From: <iggy_fernandez_at_my-deja.com>
Date: Tue, 01 Jun 1999 04:20:23 GMT
Message-ID: <7ivn28$t4p$1@nnrp1.deja.com>


In article <7ivdpi$qko$1_at_nnrp1.deja.com>,   iggy_fernandez_at_my-deja.com wrote:
> It is intuitively obvious that serial (sequential) execution of
> transactions is, in some sense, a "safe mode" of operation that
> guarantees data consistency. It is not at all intuitively obvious that
> concurrent execution of transactions is an equally safe mode of
> operation. The SQL92 standard provides for the "SET TRANSACTION
> ISOLATION LEVEL SERIALIZABLE" command which gives the user the ability
> to specify that the concurrent execution of transactions should
produce
> the same results as "some" serially executed sequence of those same
> transactions.
>
> The following excerpt is from Chapter 3 of the Oracle8 Application
> Developer's Guide. I have the following questions
>
> (1) The author mentions a "greater degree of transaction isolation
than
> defined by SQL92 SERIALIZABLE mode". Has Oracle correctly interpreted
> the SQL92 definition of serializibility?
>
> (2) "Readers" do not block "writers" in an Oracle database. Is it
> possible to guarantee serializability without requiring readers to
> block writers?
>
> (3) Oracle only places locks on rows that satisfy query criteria and
> does not place read locks on pages that were scanned in the process of
> executing a query.

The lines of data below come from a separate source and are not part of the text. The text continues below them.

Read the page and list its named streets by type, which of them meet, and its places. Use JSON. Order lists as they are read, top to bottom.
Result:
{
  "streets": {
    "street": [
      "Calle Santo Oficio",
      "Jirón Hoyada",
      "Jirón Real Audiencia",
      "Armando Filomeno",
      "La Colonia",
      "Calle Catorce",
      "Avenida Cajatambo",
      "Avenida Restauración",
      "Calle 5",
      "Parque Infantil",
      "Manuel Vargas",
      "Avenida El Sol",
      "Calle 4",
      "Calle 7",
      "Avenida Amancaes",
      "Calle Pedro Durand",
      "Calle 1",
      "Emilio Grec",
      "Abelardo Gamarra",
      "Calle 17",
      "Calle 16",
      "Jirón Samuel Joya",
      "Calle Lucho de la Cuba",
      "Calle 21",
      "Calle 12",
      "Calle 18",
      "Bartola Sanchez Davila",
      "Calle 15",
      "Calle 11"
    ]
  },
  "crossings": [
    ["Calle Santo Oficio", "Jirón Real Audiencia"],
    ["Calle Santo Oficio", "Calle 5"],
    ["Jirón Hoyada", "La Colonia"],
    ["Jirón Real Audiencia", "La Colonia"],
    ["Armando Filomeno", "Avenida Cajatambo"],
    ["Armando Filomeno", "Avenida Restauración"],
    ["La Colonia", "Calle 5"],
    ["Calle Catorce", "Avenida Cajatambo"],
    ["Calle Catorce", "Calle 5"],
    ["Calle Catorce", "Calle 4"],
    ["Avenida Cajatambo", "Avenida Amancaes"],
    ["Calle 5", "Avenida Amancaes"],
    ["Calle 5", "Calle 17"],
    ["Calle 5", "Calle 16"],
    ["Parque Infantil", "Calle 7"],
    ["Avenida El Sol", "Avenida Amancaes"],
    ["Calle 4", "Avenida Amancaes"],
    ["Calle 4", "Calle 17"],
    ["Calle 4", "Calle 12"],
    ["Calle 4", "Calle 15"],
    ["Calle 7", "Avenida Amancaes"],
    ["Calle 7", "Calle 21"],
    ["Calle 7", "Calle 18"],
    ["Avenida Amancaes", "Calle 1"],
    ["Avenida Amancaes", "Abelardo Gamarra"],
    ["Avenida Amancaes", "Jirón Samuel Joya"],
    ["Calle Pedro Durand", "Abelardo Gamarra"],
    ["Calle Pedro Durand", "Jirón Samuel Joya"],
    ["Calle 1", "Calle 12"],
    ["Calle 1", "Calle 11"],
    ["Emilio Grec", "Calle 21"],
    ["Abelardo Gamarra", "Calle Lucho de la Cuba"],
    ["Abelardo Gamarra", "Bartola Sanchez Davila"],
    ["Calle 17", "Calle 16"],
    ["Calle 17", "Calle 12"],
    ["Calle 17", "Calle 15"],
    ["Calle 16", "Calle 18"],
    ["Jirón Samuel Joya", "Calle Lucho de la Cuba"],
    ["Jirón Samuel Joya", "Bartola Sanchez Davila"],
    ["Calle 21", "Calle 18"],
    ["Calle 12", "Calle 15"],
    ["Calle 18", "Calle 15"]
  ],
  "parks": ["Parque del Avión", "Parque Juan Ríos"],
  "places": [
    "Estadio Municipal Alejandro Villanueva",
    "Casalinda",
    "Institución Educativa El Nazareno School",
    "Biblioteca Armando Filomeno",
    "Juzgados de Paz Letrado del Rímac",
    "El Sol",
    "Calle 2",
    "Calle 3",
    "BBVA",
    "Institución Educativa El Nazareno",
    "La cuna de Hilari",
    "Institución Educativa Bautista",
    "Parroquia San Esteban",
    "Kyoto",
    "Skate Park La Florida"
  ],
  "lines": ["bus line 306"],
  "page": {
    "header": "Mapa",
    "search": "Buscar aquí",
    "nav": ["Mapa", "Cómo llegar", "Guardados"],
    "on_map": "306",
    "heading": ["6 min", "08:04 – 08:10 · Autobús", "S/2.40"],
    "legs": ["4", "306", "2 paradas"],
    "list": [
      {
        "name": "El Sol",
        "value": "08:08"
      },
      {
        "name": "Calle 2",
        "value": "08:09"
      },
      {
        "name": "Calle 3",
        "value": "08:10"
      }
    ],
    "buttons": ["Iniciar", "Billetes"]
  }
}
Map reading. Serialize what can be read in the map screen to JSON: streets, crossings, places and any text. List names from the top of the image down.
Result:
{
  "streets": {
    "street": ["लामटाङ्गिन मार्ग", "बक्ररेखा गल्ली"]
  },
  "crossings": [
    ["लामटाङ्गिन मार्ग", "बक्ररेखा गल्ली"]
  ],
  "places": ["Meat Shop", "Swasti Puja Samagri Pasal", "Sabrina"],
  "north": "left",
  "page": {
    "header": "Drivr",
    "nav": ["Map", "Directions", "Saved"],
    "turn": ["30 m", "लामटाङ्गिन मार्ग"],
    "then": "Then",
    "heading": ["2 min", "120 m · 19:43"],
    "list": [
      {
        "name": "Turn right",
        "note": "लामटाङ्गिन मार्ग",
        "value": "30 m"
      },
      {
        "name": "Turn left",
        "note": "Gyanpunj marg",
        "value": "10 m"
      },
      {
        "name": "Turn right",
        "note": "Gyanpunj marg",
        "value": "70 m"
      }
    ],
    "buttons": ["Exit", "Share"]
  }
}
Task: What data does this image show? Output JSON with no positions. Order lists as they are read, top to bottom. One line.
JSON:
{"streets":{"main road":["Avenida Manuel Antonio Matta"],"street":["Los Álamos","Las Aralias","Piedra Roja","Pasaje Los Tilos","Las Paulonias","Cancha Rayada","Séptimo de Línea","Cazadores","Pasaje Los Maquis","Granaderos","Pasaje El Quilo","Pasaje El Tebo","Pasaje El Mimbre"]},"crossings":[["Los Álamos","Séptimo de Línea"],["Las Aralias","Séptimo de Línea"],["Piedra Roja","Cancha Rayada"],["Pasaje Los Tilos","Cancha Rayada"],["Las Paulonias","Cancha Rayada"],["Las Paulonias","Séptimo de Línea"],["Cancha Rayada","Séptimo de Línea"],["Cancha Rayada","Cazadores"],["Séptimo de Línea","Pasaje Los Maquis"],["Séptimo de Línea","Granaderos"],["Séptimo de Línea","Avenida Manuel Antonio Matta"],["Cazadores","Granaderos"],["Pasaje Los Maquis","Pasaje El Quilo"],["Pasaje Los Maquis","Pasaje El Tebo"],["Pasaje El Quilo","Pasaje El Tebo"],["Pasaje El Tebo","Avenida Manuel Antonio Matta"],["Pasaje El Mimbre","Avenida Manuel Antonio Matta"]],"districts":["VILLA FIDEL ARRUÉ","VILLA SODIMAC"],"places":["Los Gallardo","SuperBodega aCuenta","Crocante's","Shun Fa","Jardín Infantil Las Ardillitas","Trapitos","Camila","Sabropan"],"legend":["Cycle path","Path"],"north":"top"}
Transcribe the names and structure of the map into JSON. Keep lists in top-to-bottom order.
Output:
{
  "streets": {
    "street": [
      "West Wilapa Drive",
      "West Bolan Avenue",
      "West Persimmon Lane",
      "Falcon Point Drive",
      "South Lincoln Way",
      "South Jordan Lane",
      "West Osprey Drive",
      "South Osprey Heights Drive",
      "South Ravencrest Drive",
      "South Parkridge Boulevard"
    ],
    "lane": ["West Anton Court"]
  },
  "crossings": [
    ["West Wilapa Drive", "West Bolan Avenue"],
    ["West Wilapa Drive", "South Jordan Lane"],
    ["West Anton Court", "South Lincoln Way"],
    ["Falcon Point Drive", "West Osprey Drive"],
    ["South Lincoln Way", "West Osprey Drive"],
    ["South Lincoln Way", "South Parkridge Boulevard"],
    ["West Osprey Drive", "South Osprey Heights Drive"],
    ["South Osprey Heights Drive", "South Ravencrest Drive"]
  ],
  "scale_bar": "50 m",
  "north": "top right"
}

Is it possible to guarantee serializability without
> placing read locks on all such pages?
>
> (4) I was able to perform the referential integrity experiments
against
> an Ingres 6.4/06 database without experiencing the anomalies described
> in the Oracle documentation. Is Oracle alone in its interpretation of
> the SQL92 defininition of serializability?
>
> --- begin excerpt ---
>
> Because Oracle does not use read locks, even in SERIALIZABLE
> transactions, data read by one transaction can be overwritten by
> another. Transactions that perform database consistency checks at the
> application level should not assume that the data they read will not
> change during the execution of the transaction (even though such
> changes are not visible to the transaction). Database inconsistencies
> can result unless such application-level consistency checks are coded
> carefully, even when using SERIALIZABLE transactions.
>
> Consider two different transactions that perform application-level
> checks to maintain the referential integrity parent/child relationship
> between two tables. One transaction reads the parent table to
determine
> that a row with a specific primary key value exists before inserting
> corresponding child rows. The other transaction checks to see that no
> corresponding detail rows exist before proceeding to delete a parent
> row. In this case, both transactions assume (but do not ensure) that
> data they read will not change before the transaction completes.
>
> Time T1: Transaction A: Read parent (it exists)
> Time T2: Transaction B: Read child rows (not found)
> Time T3: Transaction A: Insert child row(s)
> Time T4: Transaction B: Delete parent
> Time T5: Transaction A: Commit work
> Time T6: Transaction B: Commit work
>
> Note that the read issued by transaction A does not prevent
transaction
> B from deleting the parent row. Likewise, transaction B's query for
> child rows does not prevent the insertion of child rows by transaction
> A. Therefore the above scenario leaves in the database a child row
with
> no corresponding parent row. This result would occur even if both A
and
> B are SERIALIZABLE transactions, because neither transaction prevents
> the other from making changes in the data it reads to check
> consistency.
>
> As this example illustrates, for some transactions, application
> developers must specifically ensure that the data read by one
> transaction is not concurrently written by another. This requires a
> greater degree of transaction isolation than defined by SQL92
> SERIALIZABLE mode.
>
> --- end excerpt ---
>
> Disclaimers: (1) My employer may have opinions very different from
> mine. (2) My opinions may prove to be significantly incorrect. (3)
> Oracle itself is the final authority on the capabilities on the Oracle
> product line.
>
> Sent via Deja.com http://www.deja.com/
> Share what you know. Learn what you don't.
>

I was able to perform the referential integrity experiments against an Ingres 6.4/06 database without experiencing the anomalies described in the Oracle documentation. Here are the results.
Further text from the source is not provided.